Our Aim
Telecommunication and data networks need energy, while energy grids need data to operate efficiently. This project will develop a framework that will optimise the interplay between energy grids and telecommunications and data networks in a way that both the infrastructure pillars (energy and telecommunications) are jointly sustainable and efficient.
Through the Staff Exchange program, we will be able to exchange expertise and know-how between energy, data and telecommunications sectors across both academia and industry.
Use Case Scenarios
a) To investigate optimisation algorithms for energy efficiency under simultaneous wireless information and power transfer (SWIPT) in a local energy system context for a wireless sensor network.
b) To develop a novel framework for predicting and validating trading optimisation strategies for in-house energy asset management, considering battery storage, flexible domestic demand, wind-farm, solar cells etc,. using neural network and transfer learning-based models; while maintaining sustainable and secure exchange of data and user (or individual residence) portfolio.
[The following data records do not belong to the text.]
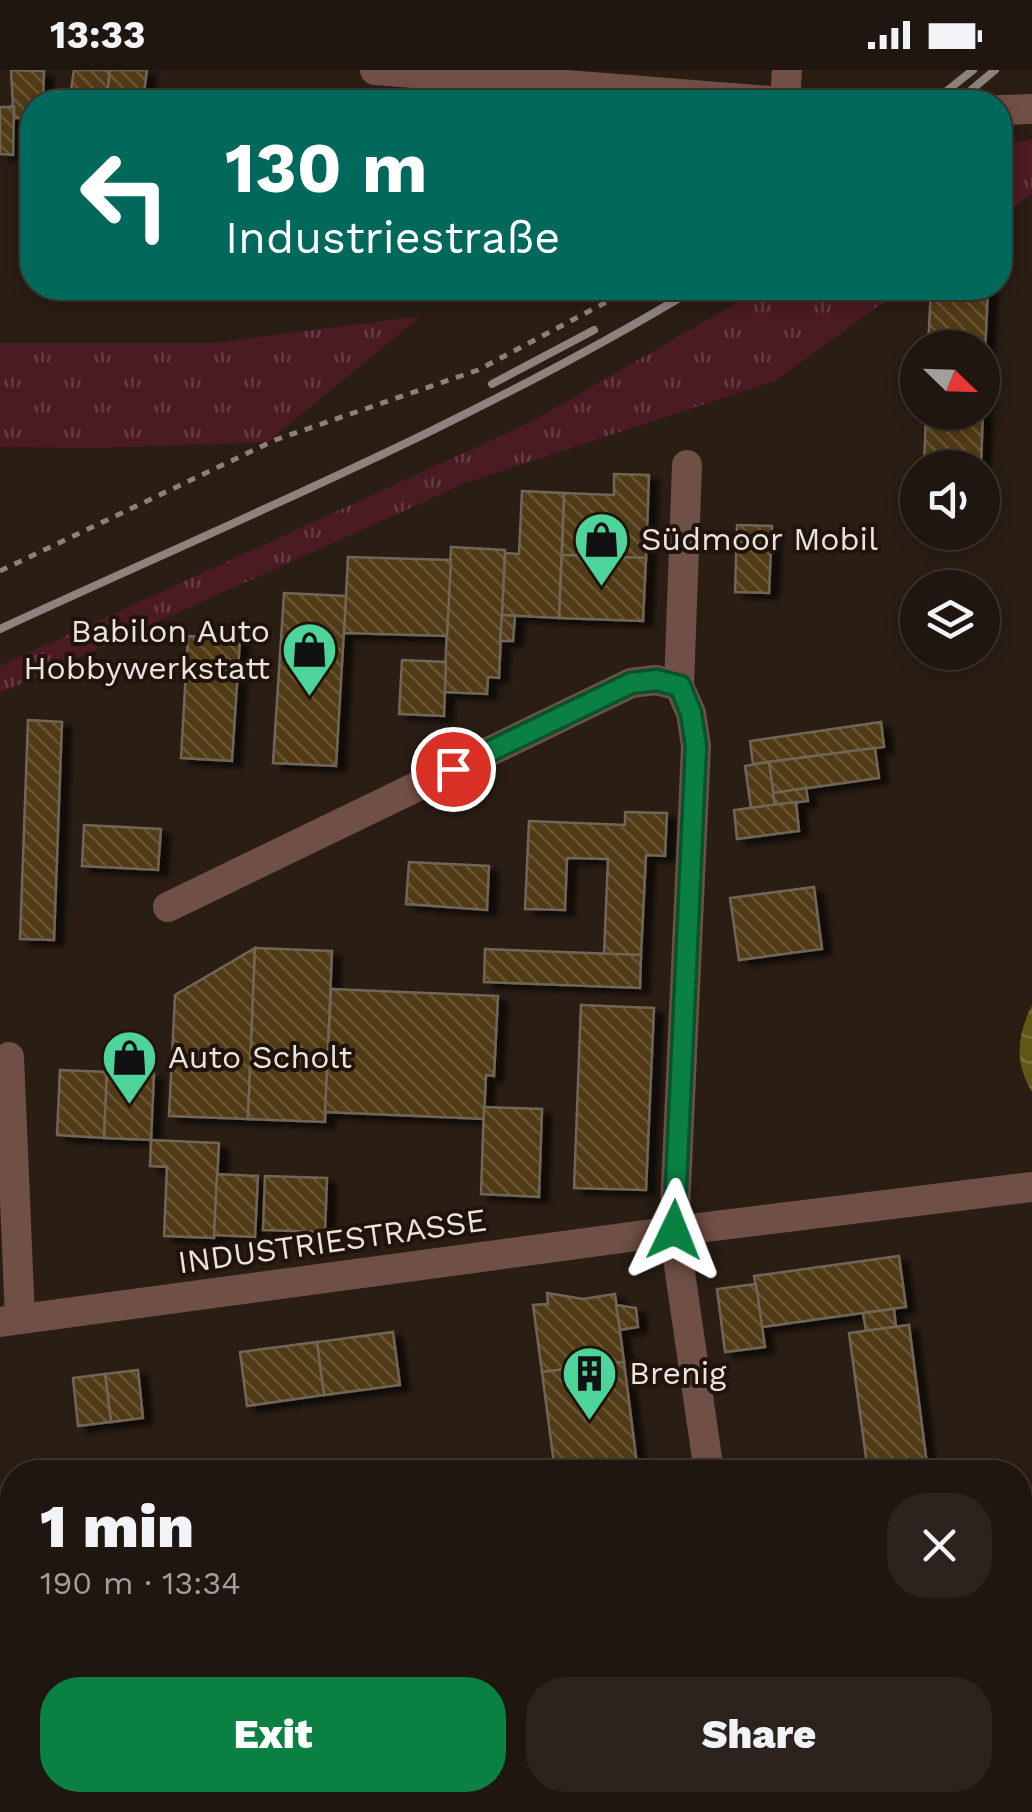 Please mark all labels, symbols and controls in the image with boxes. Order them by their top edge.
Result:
text: 13:33 [50,13,145,57]
text: 130 m [225,127,428,209]
icon: left [60,130,190,260]
text: Industriestraße [225,211,560,264]
north arrow [900,330,1000,430]
map controls [900,330,1000,670]
button: sound [900,450,1000,550]
shop icon: Südmoor Mobil [572,509,632,588]
place label: Südmoor Mobil [641,520,878,558]
button: layers [900,570,1000,670]
place label: Babilon Auto Hobbywerkstatt [23,612,270,687]
shop icon: Babilon Auto Hobbywerkstatt [279,619,339,698]
pin [411,727,496,812]
icon: arrive [426,742,481,797]
shop icon: Auto Scholt [99,1027,159,1106]
place label: Auto Scholt [168,1038,352,1076]
position arrow [622,1178,726,1282]
street label: INDUSTRIESTRASSE [175,1201,489,1281]
building icon: Brenig [560,1343,620,1422]
place label: Brenig [629,1354,727,1392]
text: 1 min [40,1491,194,1562]
button: close [887,1493,992,1598]
text: 190 m · 13:34 [40,1564,241,1602]
button: Exit [40,1677,506,1792]
button: Share [526,1677,992,1792]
c) To design new measurement methods and open data sets for analyzing 5G/6G RAN energy consumption, including parametric and generative neural network models for the energy transfer function in both uplink and downlink.
d) To formulate joint data-energy-transportation robust/stochastic optimisation algorithms considering computational load flexibility, intermittent energy generation and storage and multi-agent learning algorithms for collaborative e-transportation and SLES.